Show all lines of the listing that contain the word "background".
──────────────────────────────
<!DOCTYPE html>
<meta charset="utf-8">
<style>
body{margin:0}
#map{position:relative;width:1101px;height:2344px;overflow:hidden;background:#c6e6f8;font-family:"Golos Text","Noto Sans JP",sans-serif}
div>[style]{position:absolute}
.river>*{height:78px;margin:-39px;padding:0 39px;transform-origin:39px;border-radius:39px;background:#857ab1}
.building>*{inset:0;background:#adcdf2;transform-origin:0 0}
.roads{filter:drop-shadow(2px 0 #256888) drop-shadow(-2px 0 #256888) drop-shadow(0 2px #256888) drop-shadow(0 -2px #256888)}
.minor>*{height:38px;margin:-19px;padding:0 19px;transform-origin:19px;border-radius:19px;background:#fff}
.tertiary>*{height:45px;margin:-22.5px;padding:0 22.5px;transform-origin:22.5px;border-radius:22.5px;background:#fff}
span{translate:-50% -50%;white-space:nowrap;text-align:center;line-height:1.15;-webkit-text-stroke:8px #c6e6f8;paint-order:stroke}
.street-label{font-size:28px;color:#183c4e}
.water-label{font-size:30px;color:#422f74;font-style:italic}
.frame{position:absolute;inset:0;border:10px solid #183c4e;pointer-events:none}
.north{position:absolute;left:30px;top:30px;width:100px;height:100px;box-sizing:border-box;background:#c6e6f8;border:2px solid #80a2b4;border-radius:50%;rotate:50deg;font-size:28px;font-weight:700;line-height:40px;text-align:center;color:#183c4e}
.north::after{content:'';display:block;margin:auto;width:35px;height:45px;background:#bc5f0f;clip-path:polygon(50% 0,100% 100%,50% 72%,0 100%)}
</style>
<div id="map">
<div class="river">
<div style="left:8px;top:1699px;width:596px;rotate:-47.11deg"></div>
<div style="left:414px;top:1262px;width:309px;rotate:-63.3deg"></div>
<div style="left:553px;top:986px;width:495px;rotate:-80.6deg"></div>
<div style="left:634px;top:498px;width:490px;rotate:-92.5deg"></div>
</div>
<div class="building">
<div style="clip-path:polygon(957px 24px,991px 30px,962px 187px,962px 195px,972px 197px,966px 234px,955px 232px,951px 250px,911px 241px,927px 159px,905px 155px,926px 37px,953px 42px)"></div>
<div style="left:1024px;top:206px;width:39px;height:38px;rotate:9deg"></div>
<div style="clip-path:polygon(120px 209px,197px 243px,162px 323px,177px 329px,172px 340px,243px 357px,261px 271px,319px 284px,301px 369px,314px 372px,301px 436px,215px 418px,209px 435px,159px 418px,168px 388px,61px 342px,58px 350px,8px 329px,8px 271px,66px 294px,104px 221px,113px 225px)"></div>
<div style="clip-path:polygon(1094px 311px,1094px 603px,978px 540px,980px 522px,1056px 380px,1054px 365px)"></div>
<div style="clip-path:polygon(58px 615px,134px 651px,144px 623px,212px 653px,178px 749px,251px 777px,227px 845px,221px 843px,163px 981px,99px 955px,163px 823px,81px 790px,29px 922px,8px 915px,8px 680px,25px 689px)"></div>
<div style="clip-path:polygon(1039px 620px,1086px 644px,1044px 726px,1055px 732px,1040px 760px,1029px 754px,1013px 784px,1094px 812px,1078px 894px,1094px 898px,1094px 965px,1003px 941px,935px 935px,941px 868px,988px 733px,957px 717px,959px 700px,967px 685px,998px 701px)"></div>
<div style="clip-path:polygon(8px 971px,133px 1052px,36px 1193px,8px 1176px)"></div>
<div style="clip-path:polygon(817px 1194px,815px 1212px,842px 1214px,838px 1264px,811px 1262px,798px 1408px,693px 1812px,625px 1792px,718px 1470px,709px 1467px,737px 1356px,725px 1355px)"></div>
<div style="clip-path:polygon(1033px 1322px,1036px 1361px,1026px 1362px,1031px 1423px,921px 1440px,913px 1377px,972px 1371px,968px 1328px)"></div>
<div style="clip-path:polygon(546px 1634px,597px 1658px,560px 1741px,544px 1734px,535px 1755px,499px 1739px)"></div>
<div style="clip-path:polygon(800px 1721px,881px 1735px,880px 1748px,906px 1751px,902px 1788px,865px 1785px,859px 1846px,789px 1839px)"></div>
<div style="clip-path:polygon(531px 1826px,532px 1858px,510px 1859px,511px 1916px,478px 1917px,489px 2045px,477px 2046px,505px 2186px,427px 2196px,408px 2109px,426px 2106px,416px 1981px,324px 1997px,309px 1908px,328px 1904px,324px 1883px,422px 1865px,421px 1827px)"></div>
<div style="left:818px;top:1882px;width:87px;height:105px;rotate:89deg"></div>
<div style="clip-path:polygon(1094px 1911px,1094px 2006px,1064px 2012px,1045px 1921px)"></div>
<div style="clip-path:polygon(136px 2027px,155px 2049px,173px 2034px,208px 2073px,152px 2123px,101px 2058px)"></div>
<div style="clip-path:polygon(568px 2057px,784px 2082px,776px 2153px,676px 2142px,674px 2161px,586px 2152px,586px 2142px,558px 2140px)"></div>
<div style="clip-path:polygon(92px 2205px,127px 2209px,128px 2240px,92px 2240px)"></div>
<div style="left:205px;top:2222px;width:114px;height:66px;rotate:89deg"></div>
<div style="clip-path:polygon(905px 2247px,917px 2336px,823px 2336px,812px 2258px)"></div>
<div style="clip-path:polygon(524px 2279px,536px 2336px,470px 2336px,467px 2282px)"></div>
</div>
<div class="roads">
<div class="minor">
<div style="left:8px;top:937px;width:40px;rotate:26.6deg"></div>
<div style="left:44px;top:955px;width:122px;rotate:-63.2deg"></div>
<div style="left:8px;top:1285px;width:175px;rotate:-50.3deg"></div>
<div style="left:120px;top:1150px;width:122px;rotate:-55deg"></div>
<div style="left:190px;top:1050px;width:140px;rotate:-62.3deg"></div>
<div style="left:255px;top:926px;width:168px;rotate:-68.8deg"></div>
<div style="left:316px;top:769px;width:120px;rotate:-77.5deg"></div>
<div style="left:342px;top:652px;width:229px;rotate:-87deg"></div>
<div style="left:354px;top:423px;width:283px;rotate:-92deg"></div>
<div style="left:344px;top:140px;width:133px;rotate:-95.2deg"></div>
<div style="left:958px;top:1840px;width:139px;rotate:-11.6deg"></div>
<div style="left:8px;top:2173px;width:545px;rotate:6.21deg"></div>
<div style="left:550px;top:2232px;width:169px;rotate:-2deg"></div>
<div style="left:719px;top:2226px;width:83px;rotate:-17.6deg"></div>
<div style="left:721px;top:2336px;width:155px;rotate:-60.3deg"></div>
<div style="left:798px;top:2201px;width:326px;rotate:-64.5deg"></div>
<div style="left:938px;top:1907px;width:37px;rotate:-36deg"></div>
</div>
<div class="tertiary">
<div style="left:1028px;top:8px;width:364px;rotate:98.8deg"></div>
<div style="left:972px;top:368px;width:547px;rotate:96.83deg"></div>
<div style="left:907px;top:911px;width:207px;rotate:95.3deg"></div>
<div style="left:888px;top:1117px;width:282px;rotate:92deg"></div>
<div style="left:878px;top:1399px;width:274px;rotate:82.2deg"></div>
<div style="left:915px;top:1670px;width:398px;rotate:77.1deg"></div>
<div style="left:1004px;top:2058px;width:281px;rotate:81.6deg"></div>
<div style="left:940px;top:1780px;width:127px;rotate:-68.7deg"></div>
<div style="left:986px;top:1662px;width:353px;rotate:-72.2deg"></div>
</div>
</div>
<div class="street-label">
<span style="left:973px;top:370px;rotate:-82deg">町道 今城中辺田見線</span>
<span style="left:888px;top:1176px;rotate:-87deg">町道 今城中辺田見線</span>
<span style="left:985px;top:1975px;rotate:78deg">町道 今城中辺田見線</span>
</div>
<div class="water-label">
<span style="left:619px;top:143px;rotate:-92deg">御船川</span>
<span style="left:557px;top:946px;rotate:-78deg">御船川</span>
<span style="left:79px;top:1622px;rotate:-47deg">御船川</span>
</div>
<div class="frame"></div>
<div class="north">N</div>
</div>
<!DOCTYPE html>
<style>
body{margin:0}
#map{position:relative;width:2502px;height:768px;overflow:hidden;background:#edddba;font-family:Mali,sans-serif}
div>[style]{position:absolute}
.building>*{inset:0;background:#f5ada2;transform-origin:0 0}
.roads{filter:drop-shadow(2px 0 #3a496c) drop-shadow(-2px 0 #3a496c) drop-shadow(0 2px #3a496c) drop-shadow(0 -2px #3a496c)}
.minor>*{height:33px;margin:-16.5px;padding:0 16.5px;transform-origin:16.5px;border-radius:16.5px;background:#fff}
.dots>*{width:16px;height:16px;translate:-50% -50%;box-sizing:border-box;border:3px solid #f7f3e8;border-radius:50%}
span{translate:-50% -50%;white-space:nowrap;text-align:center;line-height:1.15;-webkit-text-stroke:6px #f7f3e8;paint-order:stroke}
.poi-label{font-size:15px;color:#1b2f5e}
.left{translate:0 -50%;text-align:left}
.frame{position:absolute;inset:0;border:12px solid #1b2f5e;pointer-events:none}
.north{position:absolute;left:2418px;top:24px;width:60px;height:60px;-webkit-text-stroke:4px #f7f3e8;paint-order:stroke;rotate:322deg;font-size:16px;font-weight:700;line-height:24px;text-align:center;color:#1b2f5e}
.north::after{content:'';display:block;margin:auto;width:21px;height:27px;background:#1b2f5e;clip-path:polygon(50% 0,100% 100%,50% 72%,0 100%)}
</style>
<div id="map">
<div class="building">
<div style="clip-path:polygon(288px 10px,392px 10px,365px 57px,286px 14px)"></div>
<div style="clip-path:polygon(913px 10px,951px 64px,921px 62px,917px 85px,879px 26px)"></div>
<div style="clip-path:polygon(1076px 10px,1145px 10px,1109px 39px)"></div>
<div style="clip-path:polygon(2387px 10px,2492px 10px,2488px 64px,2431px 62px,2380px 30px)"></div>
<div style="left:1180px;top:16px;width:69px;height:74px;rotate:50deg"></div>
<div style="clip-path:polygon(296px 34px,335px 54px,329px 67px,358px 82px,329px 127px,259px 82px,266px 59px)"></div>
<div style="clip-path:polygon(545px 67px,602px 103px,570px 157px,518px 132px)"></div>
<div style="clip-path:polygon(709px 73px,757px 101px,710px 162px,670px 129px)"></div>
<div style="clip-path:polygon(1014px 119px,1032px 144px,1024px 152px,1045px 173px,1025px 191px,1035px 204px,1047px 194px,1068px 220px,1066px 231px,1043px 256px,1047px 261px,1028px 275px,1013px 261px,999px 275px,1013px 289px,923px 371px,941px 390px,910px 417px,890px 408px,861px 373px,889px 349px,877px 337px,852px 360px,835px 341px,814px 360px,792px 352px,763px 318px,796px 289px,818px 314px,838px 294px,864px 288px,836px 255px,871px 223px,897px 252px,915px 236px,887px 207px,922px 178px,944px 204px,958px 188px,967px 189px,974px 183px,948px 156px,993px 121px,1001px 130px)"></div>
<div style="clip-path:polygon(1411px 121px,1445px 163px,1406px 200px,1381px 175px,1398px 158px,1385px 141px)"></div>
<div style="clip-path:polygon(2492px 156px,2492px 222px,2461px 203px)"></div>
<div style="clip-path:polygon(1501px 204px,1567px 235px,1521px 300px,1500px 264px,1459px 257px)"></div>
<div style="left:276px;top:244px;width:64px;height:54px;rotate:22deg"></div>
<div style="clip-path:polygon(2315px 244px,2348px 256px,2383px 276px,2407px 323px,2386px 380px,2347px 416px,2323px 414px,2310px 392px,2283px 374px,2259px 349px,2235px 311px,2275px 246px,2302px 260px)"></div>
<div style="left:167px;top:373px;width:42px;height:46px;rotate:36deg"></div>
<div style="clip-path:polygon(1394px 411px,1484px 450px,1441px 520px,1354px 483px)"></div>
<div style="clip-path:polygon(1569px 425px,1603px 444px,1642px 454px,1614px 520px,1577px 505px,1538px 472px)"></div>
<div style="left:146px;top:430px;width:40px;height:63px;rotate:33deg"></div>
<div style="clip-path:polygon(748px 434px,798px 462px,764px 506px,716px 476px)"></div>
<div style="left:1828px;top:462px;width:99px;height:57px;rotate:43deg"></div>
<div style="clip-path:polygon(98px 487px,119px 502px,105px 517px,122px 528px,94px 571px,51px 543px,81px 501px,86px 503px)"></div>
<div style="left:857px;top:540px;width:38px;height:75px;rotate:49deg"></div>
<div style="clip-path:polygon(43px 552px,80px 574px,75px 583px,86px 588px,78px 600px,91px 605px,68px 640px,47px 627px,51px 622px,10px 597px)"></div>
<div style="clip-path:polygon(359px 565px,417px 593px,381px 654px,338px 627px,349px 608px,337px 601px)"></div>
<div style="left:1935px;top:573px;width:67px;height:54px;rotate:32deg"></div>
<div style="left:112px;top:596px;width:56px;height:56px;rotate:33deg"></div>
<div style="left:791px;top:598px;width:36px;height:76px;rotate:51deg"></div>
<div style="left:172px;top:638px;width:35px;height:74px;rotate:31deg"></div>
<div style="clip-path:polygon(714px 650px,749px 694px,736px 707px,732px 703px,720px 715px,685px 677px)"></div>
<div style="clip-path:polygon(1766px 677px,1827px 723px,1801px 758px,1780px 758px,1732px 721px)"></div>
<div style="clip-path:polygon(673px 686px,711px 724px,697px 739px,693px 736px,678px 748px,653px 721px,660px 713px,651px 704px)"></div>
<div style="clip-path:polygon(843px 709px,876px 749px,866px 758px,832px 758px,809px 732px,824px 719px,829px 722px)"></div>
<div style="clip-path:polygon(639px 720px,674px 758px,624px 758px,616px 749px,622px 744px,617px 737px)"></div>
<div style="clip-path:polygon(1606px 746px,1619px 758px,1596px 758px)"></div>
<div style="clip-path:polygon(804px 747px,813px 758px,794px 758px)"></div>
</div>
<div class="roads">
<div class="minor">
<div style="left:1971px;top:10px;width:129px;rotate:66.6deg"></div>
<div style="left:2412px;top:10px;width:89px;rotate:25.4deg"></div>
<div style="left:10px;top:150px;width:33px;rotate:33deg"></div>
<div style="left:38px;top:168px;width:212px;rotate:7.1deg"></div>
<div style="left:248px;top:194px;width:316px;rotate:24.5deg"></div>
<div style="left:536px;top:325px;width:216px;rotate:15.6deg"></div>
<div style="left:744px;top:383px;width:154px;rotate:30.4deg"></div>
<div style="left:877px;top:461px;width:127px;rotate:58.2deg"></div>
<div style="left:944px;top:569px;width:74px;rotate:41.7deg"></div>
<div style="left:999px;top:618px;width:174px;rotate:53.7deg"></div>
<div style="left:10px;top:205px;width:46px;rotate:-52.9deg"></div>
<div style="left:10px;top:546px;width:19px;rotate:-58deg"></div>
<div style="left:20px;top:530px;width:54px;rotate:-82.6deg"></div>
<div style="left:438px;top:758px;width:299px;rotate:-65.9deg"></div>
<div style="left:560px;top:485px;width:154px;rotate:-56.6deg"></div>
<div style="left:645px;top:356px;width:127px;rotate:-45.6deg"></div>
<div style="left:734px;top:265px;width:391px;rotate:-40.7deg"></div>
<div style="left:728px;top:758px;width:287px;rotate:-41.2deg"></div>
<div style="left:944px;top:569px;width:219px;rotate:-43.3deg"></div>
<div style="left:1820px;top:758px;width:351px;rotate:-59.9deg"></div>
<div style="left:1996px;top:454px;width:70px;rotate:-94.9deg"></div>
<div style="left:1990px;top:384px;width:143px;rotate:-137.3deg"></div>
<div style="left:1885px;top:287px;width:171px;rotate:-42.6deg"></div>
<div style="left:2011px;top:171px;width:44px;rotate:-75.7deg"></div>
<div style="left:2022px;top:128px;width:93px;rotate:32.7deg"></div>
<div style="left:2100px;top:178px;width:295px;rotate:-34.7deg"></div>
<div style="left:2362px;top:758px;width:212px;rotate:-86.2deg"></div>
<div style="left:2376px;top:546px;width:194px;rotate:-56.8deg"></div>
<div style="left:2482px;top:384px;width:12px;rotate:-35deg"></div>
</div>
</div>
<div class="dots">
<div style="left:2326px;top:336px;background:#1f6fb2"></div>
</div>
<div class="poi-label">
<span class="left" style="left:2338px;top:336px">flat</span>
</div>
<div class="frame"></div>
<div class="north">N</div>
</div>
──────────────────────────────
_The answer_.
#map{position:relative;width:1101px;height:2344px;overflow:hidden;background:#c6e6f8;font-family:"Golos Text","Noto Sans JP",sans-serif}
.river>*{height:78px;margin:-39px;padding:0 39px;transform-origin:39px;border-radius:39px;background:#857ab1}
.building>*{inset:0;background:#adcdf2;transform-origin:0 0}
.minor>*{height:38px;margin:-19px;padding:0 19px;transform-origin:19px;border-radius:19px;background:#fff}
.tertiary>*{height:45px;margin:-22.5px;padding:0 22.5px;transform-origin:22.5px;border-radius:22.5px;background:#fff}
.north{position:absolute;left:30px;top:30px;width:100px;height:100px;box-sizing:border-box;background:#c6e6f8;border:2px solid #80a2b4;border-radius:50%;rotate:50deg;font-size:28px;font-weight:700;line-height:40px;text-align:center;color:#183c4e}
.north::after{content:'';display:block;margin:auto;width:35px;height:45px;background:#bc5f0f;clip-path:polygon(50% 0,100% 100%,50% 72%,0 100%)}
#map{position:relative;width:2502px;height:768px;overflow:hidden;background:#edddba;font-family:Mali,sans-serif}
.building>*{inset:0;background:#f5ada2;transform-origin:0 0}
.minor>*{height:33px;margin:-16.5px;padding:0 16.5px;transform-origin:16.5px;border-radius:16.5px;background:#fff}
.north::after{content:'';display:block;margin:auto;width:21px;height:27px;background:#1b2f5e;clip-path:polygon(50% 0,100% 100%,50% 72%,0 100%)}
<div style="left:2326px;top:336px;background:#1f6fb2"></div>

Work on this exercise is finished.